Dataset entries
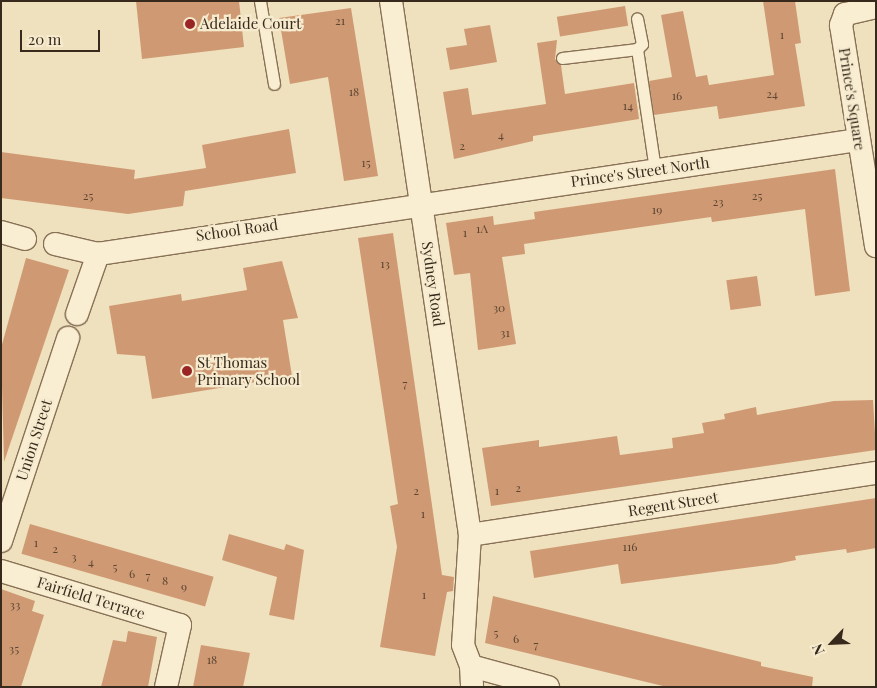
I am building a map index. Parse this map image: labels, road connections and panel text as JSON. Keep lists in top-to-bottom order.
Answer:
{
  "streets": {
    "street": [
      "Prince's Square",
      "Prince's Street North",
      "School Road",
      "Sydney Road",
      "Union Street",
      "Regent Street",
      "Fairfield Terrace"
    ]
  },
  "crossings": [
    ["Prince's Square", "Prince's Street North"],
    ["Prince's Street North", "School Road"],
    ["Prince's Street North", "Sydney Road"],
    ["School Road", "Sydney Road"],
    ["Sydney Road", "Regent Street"]
  ],
  "places": ["Adelaide Court", "St Thomas Primary School"],
  "house_numbers": [
    "21",
    "1",
    "18",
    "24",
    "16",
    "14",
    "4",
    "2",
    "15",
    "25",
    "25",
    "23",
    "19",
    "1A",
    "1",
    "13",
    "30",
    "31",
    "7",
    "2",
    "2",
    "1",
    "1",
    "1",
    "116",
    "2",
    "3",
    "4",
    "5",
    "6",
    "7",
    "8",
    "9",
    "1",
    "33",
    "5",
    "6",
    "7",
    "35",
    "18"
  ],
  "scale_bar": "20 m",
  "north": "bottom left"
}
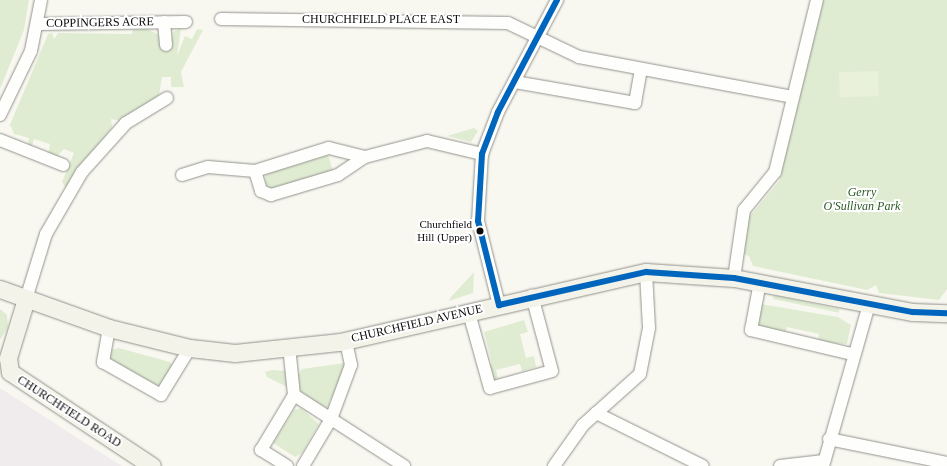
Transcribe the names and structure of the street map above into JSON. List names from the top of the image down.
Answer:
{
  "streets": {
    "street": [
      "CHURCHFIELD PLACE EAST",
      "COPPINGERS ACRE",
      "CHURCHFIELD AVENUE",
      "CHURCHFIELD ROAD"
    ]
  },
  "crossings": [
    ["CHURCHFIELD AVENUE", "CHURCHFIELD ROAD"]
  ],
  "parks": ["Gerry O'Sullivan Park"],
  "places": ["Churchfield Hill (Upper)"]
}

Work to complete: Restate all of the data word for word and include no pictures.

Your response:
I am building a map index. Parse this map image: labels, road connections and panel text as JSON. Keep lists in top-to-bottom order.
Answer:
{
  "streets": {
    "street": [
      "Prince's Square",
      "Prince's Street North",
      "School Road",
      "Sydney Road",
      "Union Street",
      "Regent Street",
      "Fairfield Terrace"
    ]
  },
  "crossings": [
    ["Prince's Square", "Prince's Street North"],
    ["Prince's Street North", "School Road"],
    ["Prince's Street North", "Sydney Road"],
    ["School Road", "Sydney Road"],
    ["Sydney Road", "Regent Street"]
  ],
  "places": ["Adelaide Court", "St Thomas Primary School"],
  "house_numbers": [
    "21",
    "1",
    "18",
    "24",
    "16",
    "14",
    "4",
    "2",
    "15",
    "25",
    "25",
    "23",
    "19",
    "1A",
    "1",
    "13",
    "30",
    "31",
    "7",
    "2",
    "2",
    "1",
    "1",
    "1",
    "116",
    "2",
    "3",
    "4",
    "5",
    "6",
    "7",
    "8",
    "9",
    "1",
    "33",
    "5",
    "6",
    "7",
    "35",
    "18"
  ],
  "scale_bar": "20 m",
  "north": "bottom left"
}
Transcribe the names and structure of the street map above into JSON. List names from the top of the image down.
Answer:
{
  "streets": {
    "street": [
      "CHURCHFIELD PLACE EAST",
      "COPPINGERS ACRE",
      "CHURCHFIELD AVENUE",
      "CHURCHFIELD ROAD"
    ]
  },
  "crossings": [
    ["CHURCHFIELD AVENUE", "CHURCHFIELD ROAD"]
  ],
  "parks": ["Gerry O'Sullivan Park"],
  "places": ["Churchfield Hill (Upper)"]
}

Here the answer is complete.